Paura. Questa parola rimbalza continuamente tra testate giornalistiche, radio e tv, o social. Sentendola pronunciare evoca in noi allerta, angoscia, inquietudine, turbamento. Genera mostri e rende reali – nelle cronache – incubi che, forse da sempre, ci appartengono. Nell’etimologia della parola terrore c’è letteralmente il concetto di far tremare, muovere, agitare, sposare di qua e di là. Da qui deriva anche il verbo atterrire. Questo rimanda alla turbolenza interiore provocata dalla paura che nasce in noi sentendo notizie che si ripetono, che vengono riproposte e spesso amplificate – forse eccessivamente – nel corso dei giorni.

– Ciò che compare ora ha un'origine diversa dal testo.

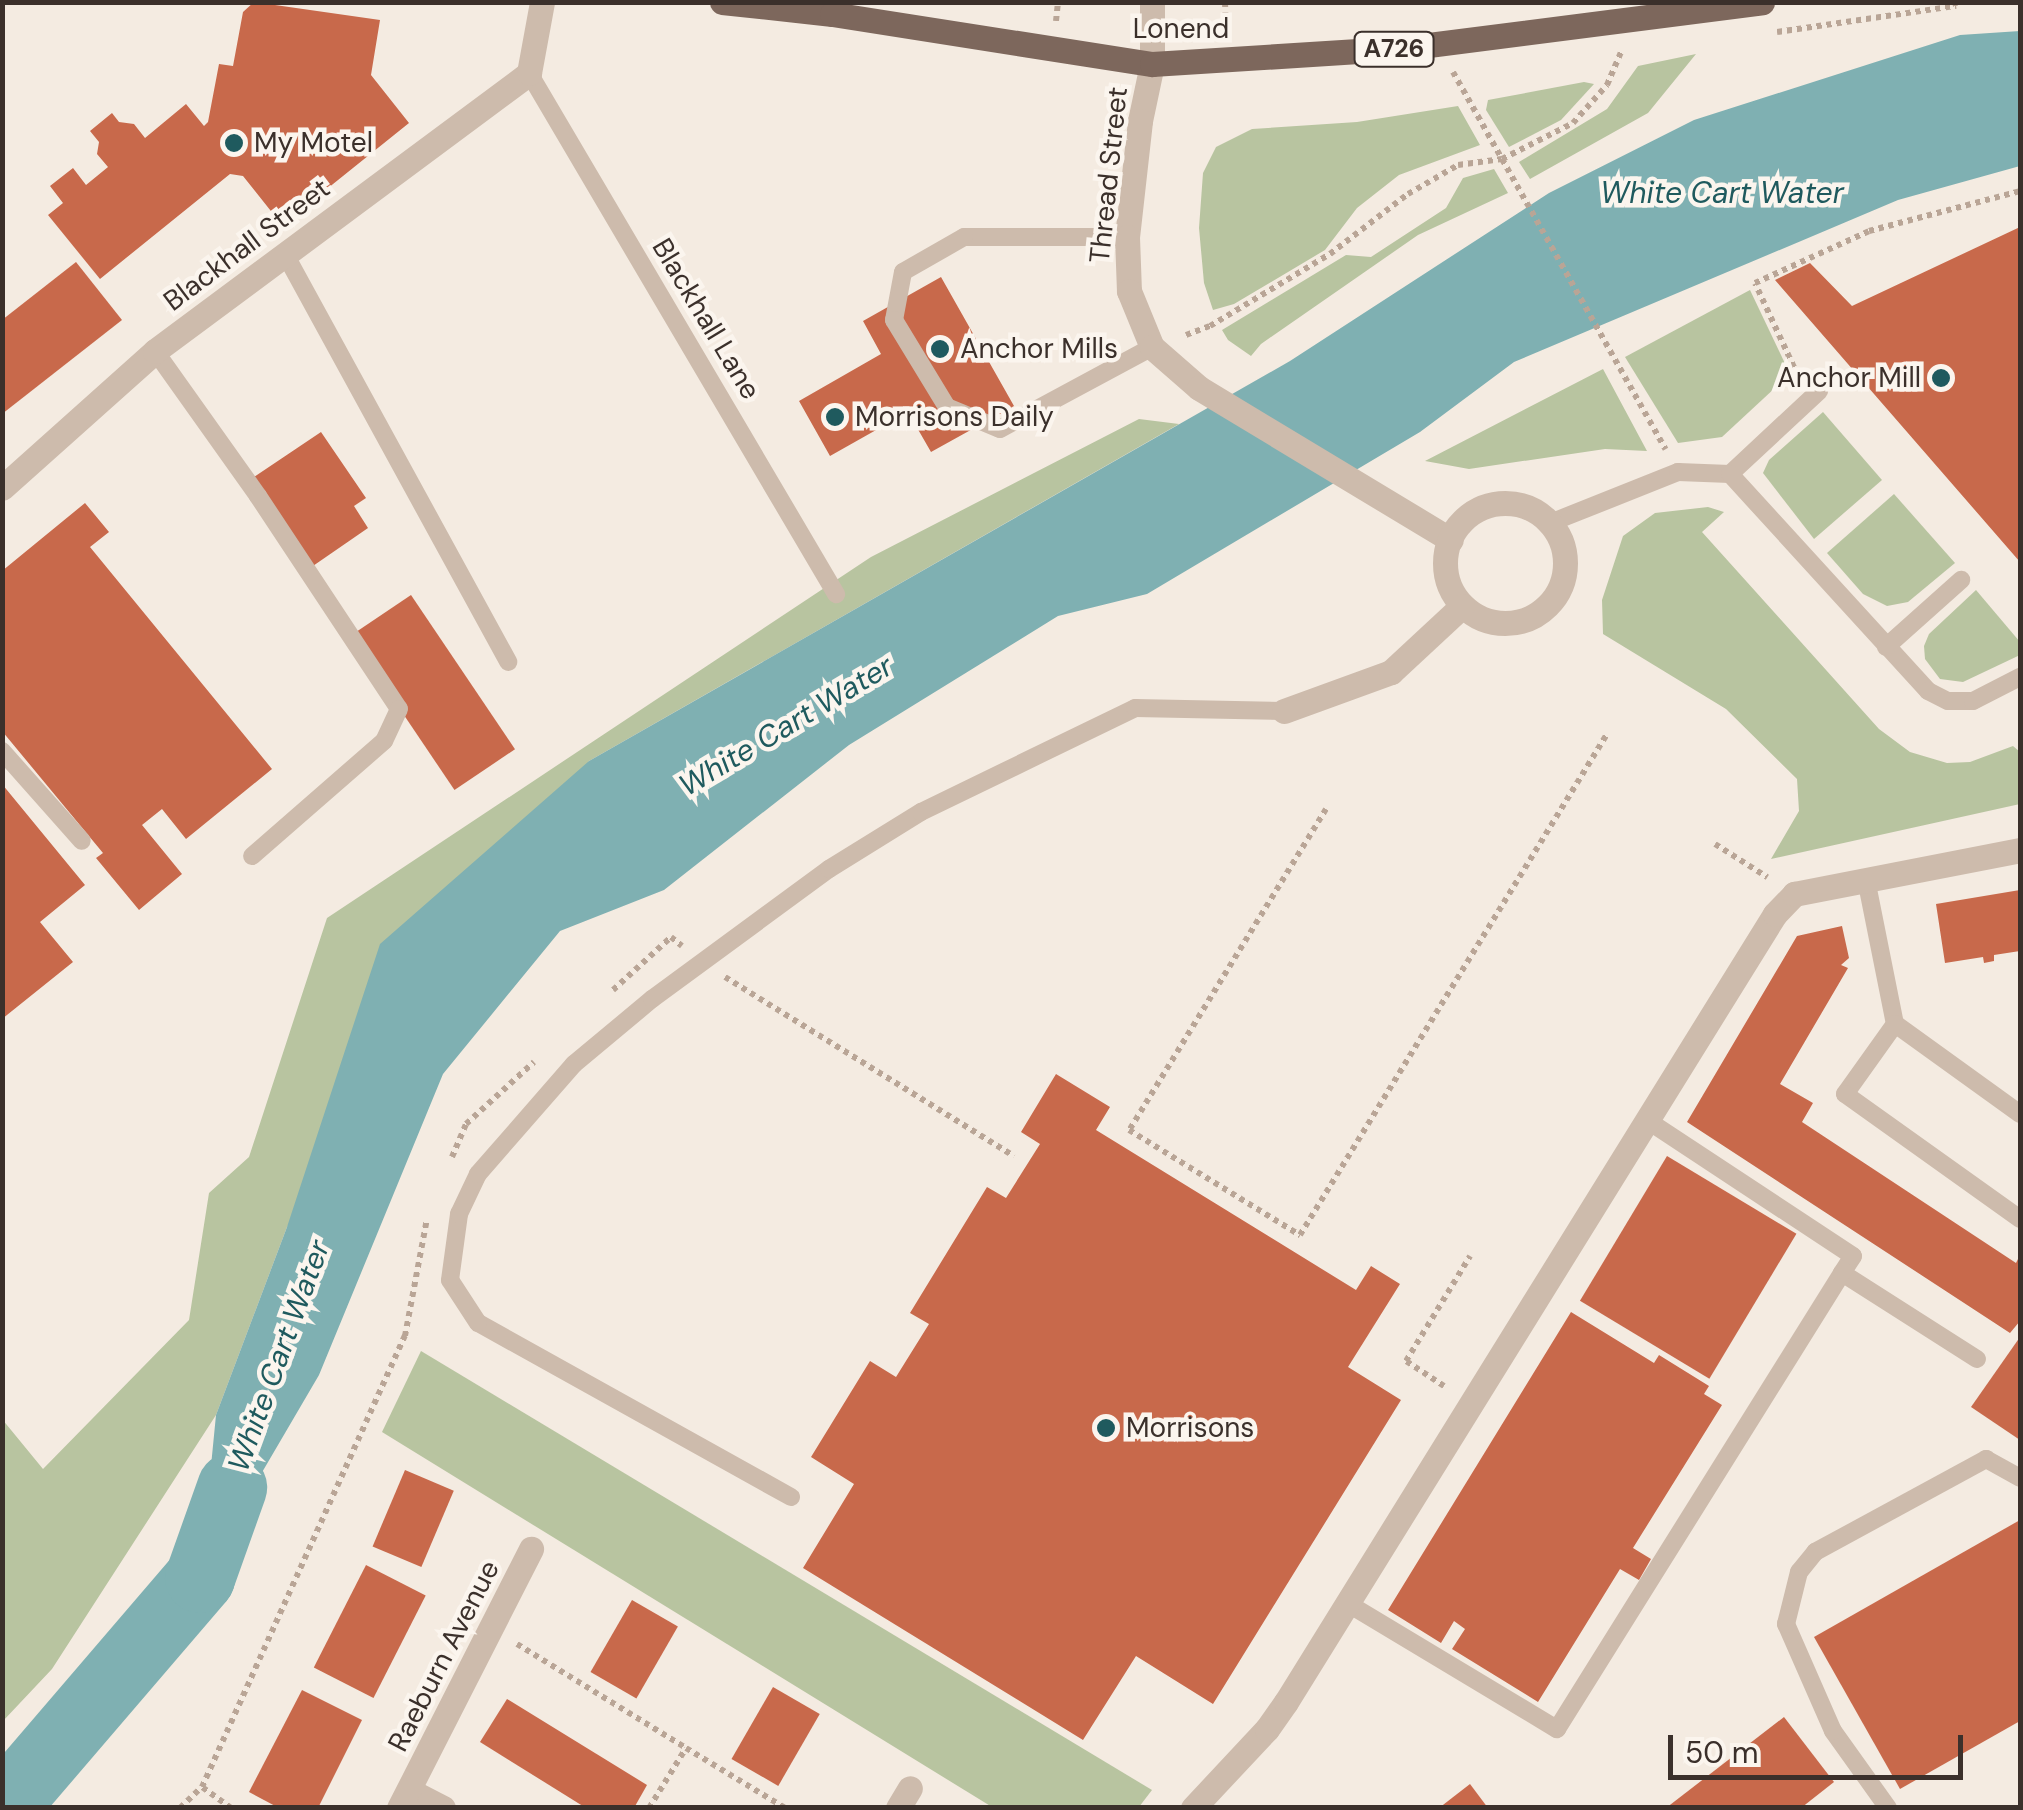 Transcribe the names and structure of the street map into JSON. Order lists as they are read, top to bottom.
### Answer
{
  "streets": {
    "main road": ["Lonend", "A726"],
    "street": ["Thread Street", "Blackhall Street", "Raeburn Avenue"],
    "lane": ["Blackhall Lane"]
  },
  "crossings": [
    ["Lonend", "Thread Street"],
    ["Blackhall Street", "Blackhall Lane"]
  ],
  "water": ["White Cart Water"],
  "places": [
    "My Motel",
    "Anchor Mills",
    "Anchor Mill",
    "Morrisons Daily",
    "Morrisons"
  ],
  "scale_bar": "50 m"
} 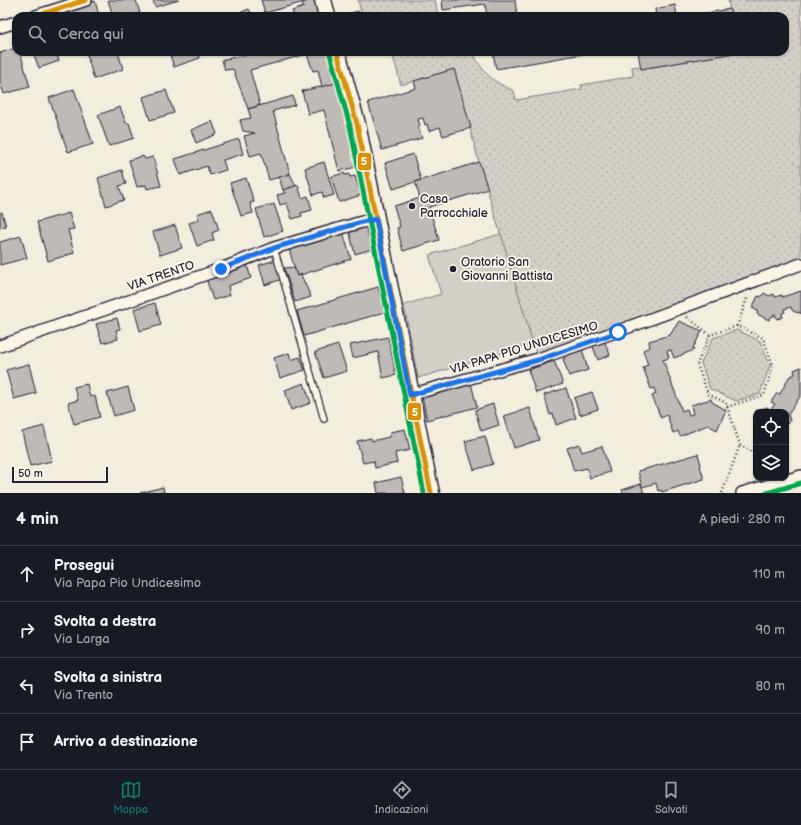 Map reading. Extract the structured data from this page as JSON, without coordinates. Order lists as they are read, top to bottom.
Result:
{
  "streets": {
    "street": ["VIA TRENTO", "VIA PAPA PIO UNDICESIMO"]
  },
  "places": ["Casa Parrocchiale", "Oratorio San Giovanni Battista"],
  "lines": ["transit line 5"],
  "scale_bar": "50 m",
  "page": {
    "search": "Cerca qui",
    "scale": "50 m",
    "heading": ["4 min", "A piedi · 280 m"],
    "list": [
      ["Prosegui", "Via Papa Pio Undicesimo", "110 m"],
      ["Svolta a destra", "Via Larga", "90 m"],
      ["Svolta a sinistra", "Via Trento", "80 m"],
      "Arrivo a destinazione"
    ],
    "nav": ["Mappa", "Indicazioni", "Salvati"]
  }
} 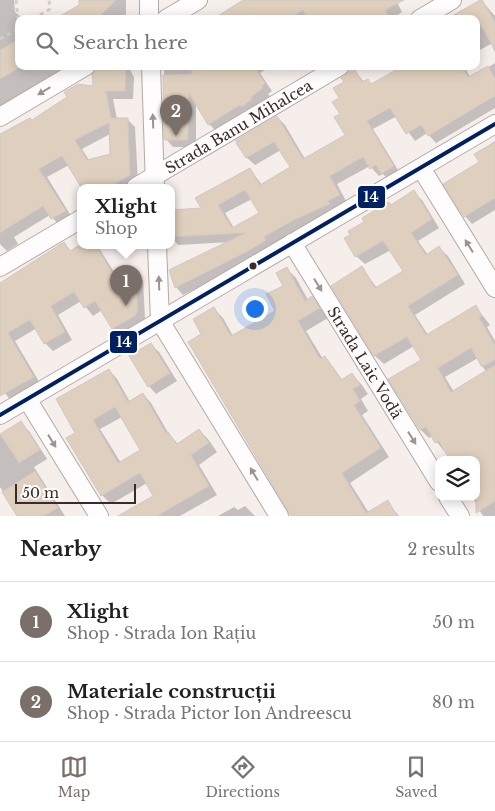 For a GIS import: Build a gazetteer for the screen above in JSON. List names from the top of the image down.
{
  "streets": {
    "street": ["Strada Banu Mihalcea", "Strada Laic Vodă"]
  },
  "lines": ["transit line 14"],
  "scale_bar": "50 m",
  "page": {
    "search": "Search here",
    "pins": ["2", "1"],
    "popup": ["Xlight", "Shop"],
    "scale": "50 m",
    "heading": ["Nearby", "2 results"],
    "list": [
      {
        "mark": "1",
        "name": "Xlight",
        "note": "Shop · Strada Ion Rațiu",
        "value": "50 m"
      },
      {
        "mark": "2",
        "name": "Materiale construcții",
        "note": "Shop · Strada Pictor Ion Andreescu",
        "value": "80 m"
      }
    ],
    "nav": ["Map", "Directions", "Saved"]
  }
}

Di fronte al panico che la paura genera dovremmo provare a non lasciarci scuotere eccessivamente né farci paralizzare dalla paura e dall’insicurezza e cercare di capire solamente come difenderci, magari in maniera errata o altrettanto rischiosa. Se ci pensate i ponti, le torri, molte strutture costruite per reggere alla forti vibrazioni sono resistenti proprio perché capaci di oscillare, assecondando il movimento che le agita; altrimenti crollerebbero. Sono costruzioni armonicamente plastiche e mobili, pena la loro fine. Così dovremmo fare in modo che sia anche per noi: il terrore che ci scuote dovrebbe renderci vigili, mobili nel leggere ciò che accade, desti nel vedere cosa quel terrore ci mostra. Perché il terrore ci fa vedere in maniera concreta la possibilità che la nostra vita, come la conosciamo, cambi profondamente, anche nelle sue abitudini più radicate o abbia fine e diventi invalidata da paura e paralisi.